Mary Eliza Church Terrell was a well-known African American activist who championed racial equality and women’s suffrage in the late 19th and early 20th century. An Oberlin College graduate and one of the first African-American women to earn a college degree in America, she earned both Bachelor’s and Master’s degrees. Terrell was part of the upper class, her father being one of the first African American millionaires in the southern states, who used their position to fight racial discrimination. Her activism was sparked in 1892, when an old friend, Thomas Moss, was lynched in Memphis. Terrell joined Ida B. Wells-Barnett in anti-lynching campaigns. Her words—“Lifting as we climb”—became the motto of the National Association of Colored Women (NACW), the group she helped found in 1896. She was NACW president from 1896 to 1901. She also actively embraced women’s suffrage, which she saw as essential to elevating the status of black women. Terrell fought for woman suffrage and civil rights because she realized that she belonged “to the only group in this country that has two such huge obstacles to surmount…both sex and race.

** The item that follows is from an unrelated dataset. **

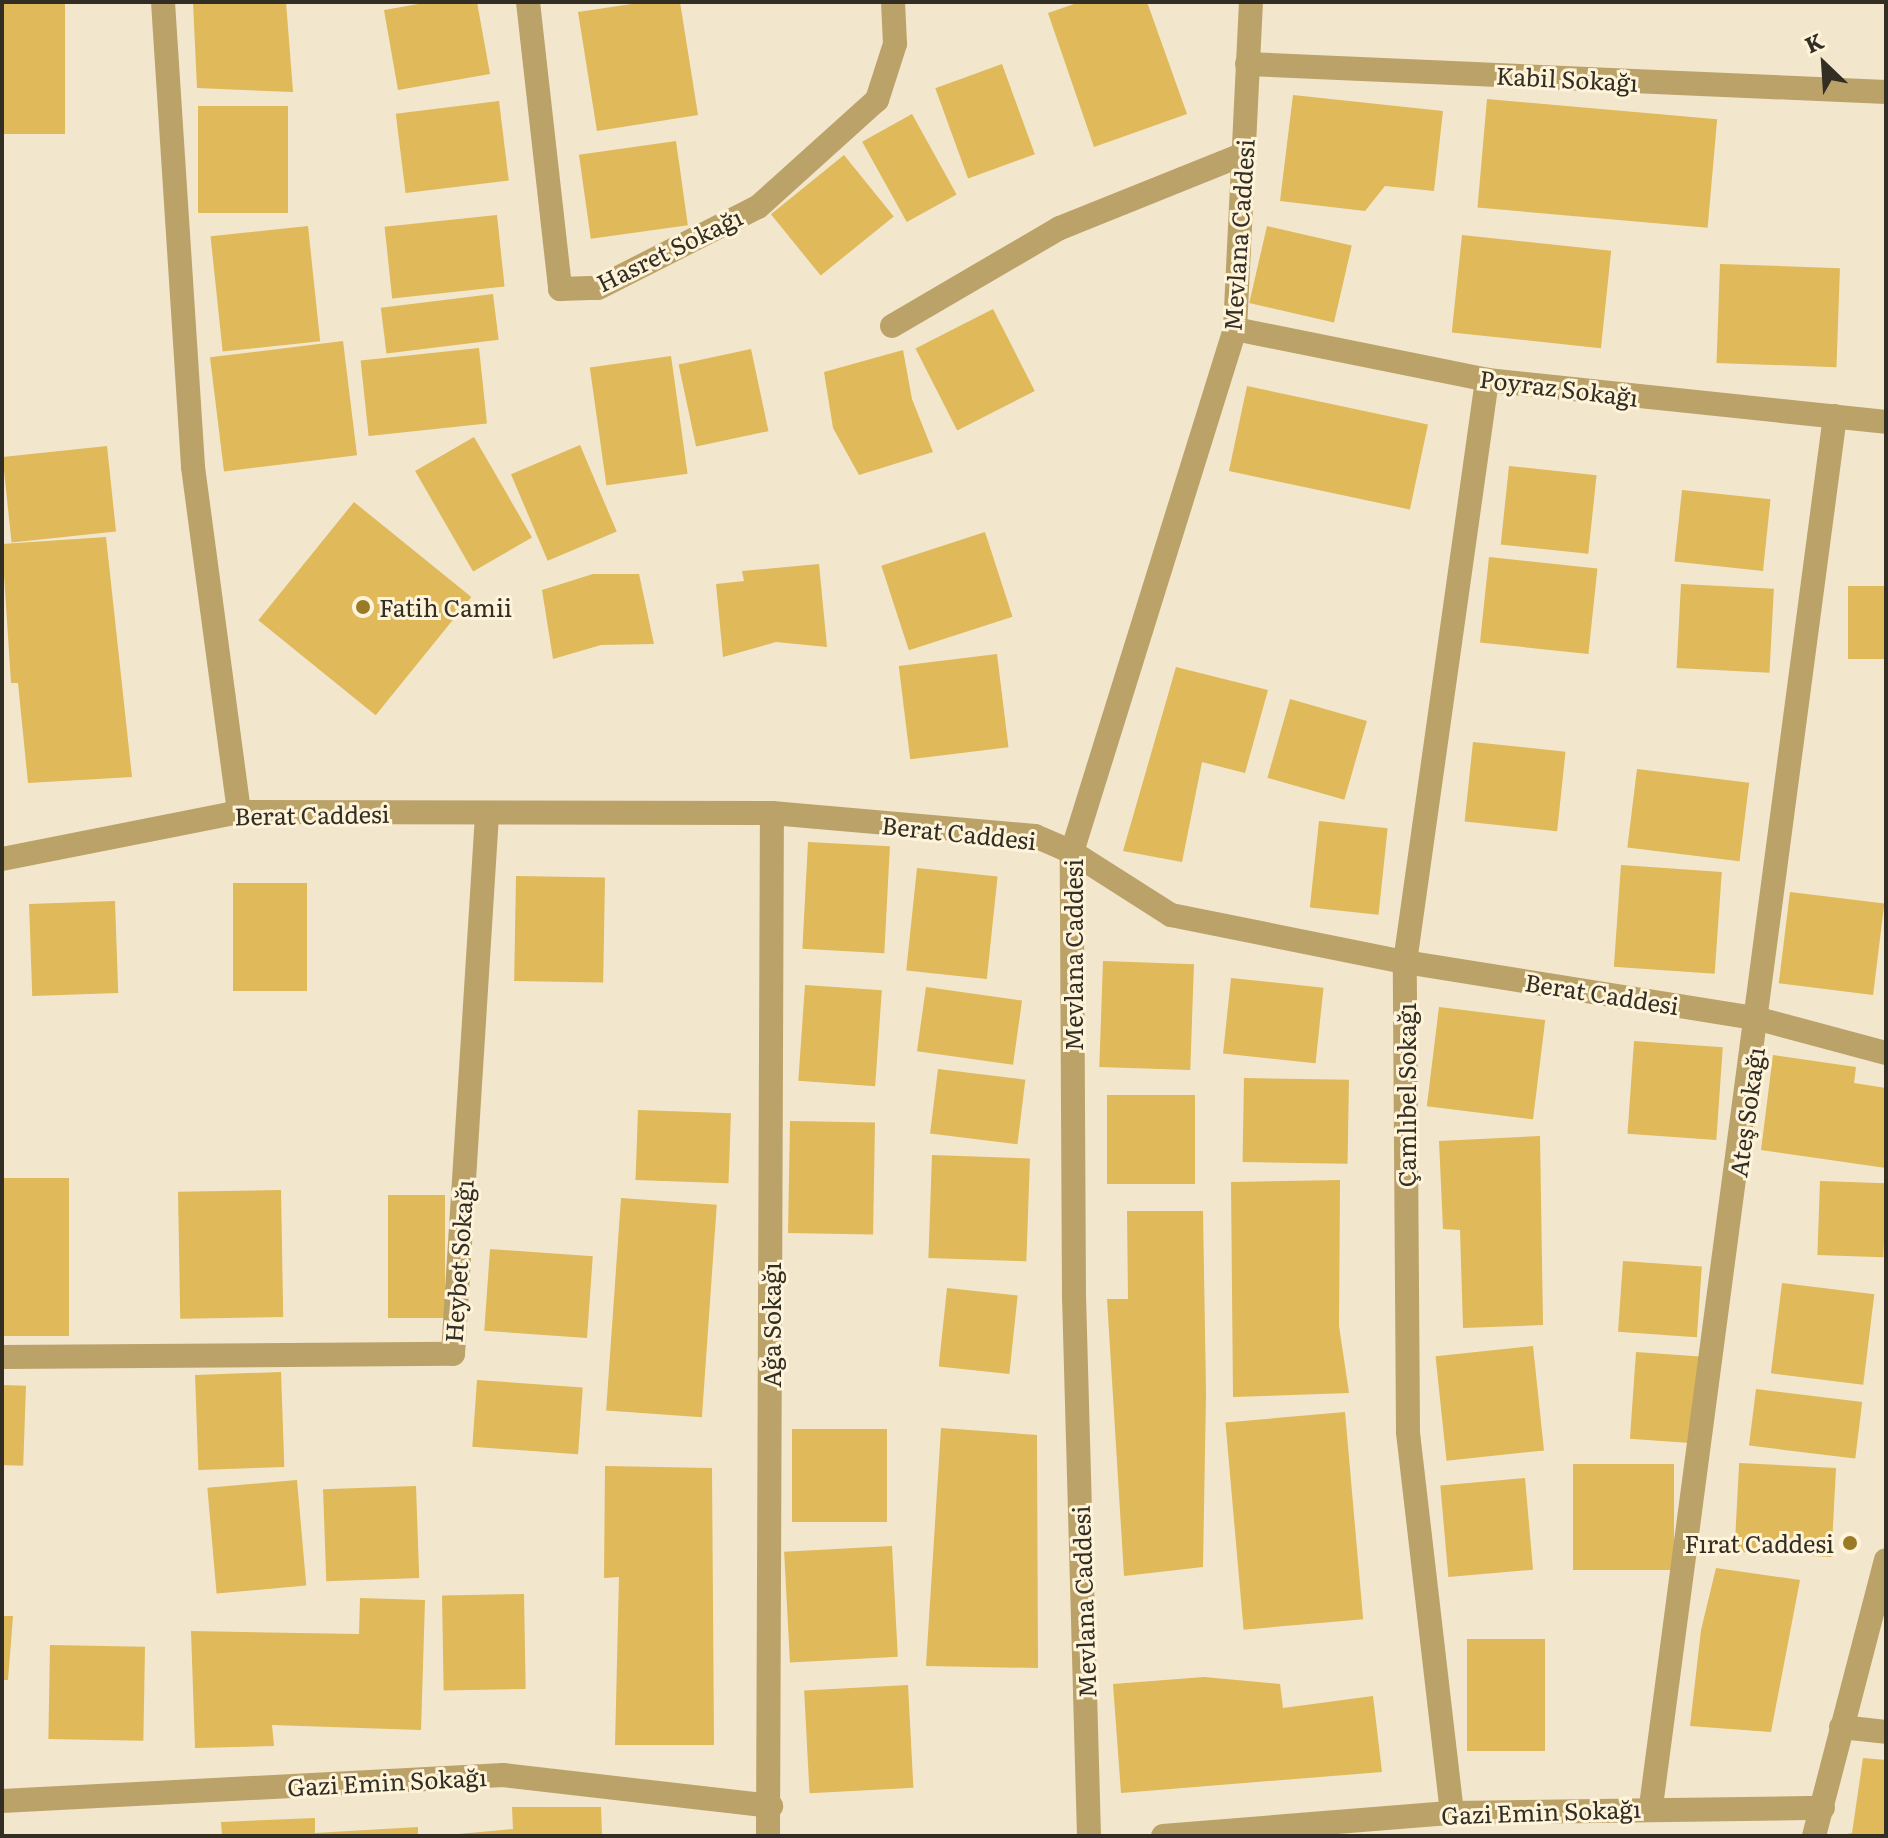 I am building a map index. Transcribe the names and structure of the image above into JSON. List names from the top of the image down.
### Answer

In 1909, Terrell was among the founders and charter members of the National Association for the Advancement of Colored People. Then in 1910, she co-founded the College Alumnae Club, later renamed the National Association of University Women. Following the passage of the 19th amendment, Terrell focused on broader civil rights. In 1948, Terrell became the first black member of the American Association of University Women, after winning an anti-discrimination lawsuit. In 1950, at age 86, she challenged segregation in public places by protesting the John R. Thompson Restaurant in Washington, DC. She was victorious when, in 1953, the Supreme Court ruled that segregated eating facilities were unconstitutional, a major breakthrough in the civil rights movement.

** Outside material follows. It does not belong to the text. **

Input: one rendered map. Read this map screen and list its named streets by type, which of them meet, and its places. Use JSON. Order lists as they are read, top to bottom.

Terrell continued to be active in the happenings within suffragist circles in the National American Woman Suffrage Association. Through these meetings she became associated with Susan B. Anthony. n 1913, Alice Paul organized a NAWSA suffrage rally where she initially planned to exclude black suffragists and later relegated them to the back of the parade in order to curry favor with Southern white women. However, Terrell and Ida B. Wells fought to integrate the march. Terrell marched with the delegation from new York City, while the Delta Sigma Theta sorority women of Howard University, whom Terrell mentored, marched with the other college women. Active in the Republican Party, she was appointed director of Work among Colored Women of the East by the Republican National Committee for Warren G. Harding's 1920 presidential campaign during the first election in which American women won the right to vote.
Combined with her achievements as a principal, the success of the League's educational initiatives led to Terrell's appointment to the District of Columbia Board of Education which she held from 1895 to 1906. She was the first Black woman in the United States to hold such a position."Lynching from a Negro's Point of View," published in 1904, is included in Terrell's long list of published work. In 1904, Terrell was invited to speak at the International Congress of Women, held in Berlin, Germany. She was the only black woman at the conference. She received an enthusiastic ovation when she honored the host nation by delivering her address in German. She delivered the speech in French, and concluded with the English version.